Re: Actual financial outlay for a session?

Peter,

The problem is that *You* are asking the pub owner and, therefore, you can’t really expect anything. Of course, he might think it’s a great idea (that he should have thought of in the first place) and pay you very generously. However, if you have to convince him of the idea then I can’t see him being fully responsive to your monetary demands.

If the request came from the pub owner, you have a much better opportunity to negotiate as good a deal as you can get. In fact, it’s your moral duty. 😉

However, if it’s just a case of finding a venue for a session so that yourself and your mates can play then you are not in such a strong position. Many musicians would be happy just to have a place where they are welcome for payment or otherwise.
It depends on what *they* want and what you have to offer.

Re: Actual financial outlay for a session?

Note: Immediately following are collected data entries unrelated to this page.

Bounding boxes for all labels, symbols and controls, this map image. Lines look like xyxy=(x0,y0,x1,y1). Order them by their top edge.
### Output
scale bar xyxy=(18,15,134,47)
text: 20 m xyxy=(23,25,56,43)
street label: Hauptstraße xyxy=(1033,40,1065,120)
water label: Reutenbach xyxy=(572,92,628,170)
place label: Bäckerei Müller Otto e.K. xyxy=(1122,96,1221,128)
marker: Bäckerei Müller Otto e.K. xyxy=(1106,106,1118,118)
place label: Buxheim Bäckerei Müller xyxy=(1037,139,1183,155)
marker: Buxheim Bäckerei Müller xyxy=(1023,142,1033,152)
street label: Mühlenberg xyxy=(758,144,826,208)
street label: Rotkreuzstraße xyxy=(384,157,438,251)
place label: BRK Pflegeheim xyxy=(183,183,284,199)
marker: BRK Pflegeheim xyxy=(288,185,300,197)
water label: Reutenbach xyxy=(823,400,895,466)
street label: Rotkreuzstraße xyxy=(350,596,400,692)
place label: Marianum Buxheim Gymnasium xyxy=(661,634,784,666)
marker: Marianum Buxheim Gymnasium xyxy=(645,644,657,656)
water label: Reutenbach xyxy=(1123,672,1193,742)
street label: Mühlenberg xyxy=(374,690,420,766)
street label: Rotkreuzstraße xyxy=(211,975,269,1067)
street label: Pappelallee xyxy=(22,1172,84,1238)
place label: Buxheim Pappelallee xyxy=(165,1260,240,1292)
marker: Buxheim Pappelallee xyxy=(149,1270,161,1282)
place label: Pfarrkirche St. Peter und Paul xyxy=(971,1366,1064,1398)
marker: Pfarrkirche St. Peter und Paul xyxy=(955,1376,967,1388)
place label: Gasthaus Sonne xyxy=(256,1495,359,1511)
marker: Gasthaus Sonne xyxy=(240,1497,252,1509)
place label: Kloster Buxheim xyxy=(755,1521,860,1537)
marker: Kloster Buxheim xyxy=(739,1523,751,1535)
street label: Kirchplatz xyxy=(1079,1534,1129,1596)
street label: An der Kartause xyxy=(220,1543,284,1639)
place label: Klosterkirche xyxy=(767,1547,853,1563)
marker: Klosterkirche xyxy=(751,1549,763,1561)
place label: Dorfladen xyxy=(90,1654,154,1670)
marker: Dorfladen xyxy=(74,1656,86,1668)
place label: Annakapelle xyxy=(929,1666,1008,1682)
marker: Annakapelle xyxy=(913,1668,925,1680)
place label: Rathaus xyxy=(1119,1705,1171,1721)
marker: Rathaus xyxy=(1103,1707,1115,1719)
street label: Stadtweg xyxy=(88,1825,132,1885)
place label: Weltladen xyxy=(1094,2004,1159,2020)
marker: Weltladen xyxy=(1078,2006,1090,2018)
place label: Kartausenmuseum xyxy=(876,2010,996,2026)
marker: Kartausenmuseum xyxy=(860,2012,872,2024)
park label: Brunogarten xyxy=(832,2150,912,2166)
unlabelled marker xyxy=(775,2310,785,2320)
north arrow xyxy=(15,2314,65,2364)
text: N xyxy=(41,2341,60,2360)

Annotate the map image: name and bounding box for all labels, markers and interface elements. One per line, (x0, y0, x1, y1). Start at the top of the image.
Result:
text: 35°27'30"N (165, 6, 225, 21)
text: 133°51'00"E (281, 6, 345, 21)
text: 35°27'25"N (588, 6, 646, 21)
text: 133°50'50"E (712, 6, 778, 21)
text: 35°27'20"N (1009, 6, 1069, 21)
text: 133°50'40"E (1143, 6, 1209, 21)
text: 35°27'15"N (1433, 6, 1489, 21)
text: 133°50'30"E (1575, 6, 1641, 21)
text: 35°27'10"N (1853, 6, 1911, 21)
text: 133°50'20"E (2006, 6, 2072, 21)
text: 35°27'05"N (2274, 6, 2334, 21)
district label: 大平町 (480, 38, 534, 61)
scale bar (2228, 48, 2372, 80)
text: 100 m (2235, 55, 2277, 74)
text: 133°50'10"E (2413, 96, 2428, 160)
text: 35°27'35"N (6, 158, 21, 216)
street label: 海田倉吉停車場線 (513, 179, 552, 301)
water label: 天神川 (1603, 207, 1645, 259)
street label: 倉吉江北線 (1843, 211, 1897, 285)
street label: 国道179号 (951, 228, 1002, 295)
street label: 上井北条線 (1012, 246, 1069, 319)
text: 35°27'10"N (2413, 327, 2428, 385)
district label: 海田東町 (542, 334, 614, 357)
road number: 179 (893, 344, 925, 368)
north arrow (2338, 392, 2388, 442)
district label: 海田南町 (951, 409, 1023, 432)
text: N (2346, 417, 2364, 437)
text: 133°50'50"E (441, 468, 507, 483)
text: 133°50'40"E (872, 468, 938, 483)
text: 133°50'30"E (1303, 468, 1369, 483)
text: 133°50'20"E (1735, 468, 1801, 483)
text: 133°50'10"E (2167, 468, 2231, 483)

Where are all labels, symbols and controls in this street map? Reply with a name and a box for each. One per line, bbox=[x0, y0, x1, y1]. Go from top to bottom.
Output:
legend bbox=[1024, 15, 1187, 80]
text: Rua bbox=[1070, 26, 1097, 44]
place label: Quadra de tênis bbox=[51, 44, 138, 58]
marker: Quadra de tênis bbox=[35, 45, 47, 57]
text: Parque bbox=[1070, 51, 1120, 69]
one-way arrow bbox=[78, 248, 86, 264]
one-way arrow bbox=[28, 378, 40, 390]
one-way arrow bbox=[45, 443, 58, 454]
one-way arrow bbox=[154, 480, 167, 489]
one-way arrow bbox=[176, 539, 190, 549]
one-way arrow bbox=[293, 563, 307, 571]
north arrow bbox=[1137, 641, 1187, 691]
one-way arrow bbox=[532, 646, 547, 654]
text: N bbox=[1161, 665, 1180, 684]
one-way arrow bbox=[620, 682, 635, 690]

Gig? Session? A session is informal even if 3 or 4 anchormen/women are receiving a few quid (£40 and free pints is the going rate in Belfast). A gig is a performance that has been rehearsed and played to an attentive audience and not amongst the musicians for the musicians. The bar owners who run most of the sessions in Belfast encourage this informal setting, like to see new faces in the mallee(give them a few free rounds) and these sessions are a main reason tourists flock to Belfast (do you really think they come to Ireland to play golf?????) To answer your question Can$80 each for 4 musicians plus free beers (5 or 6 rounds).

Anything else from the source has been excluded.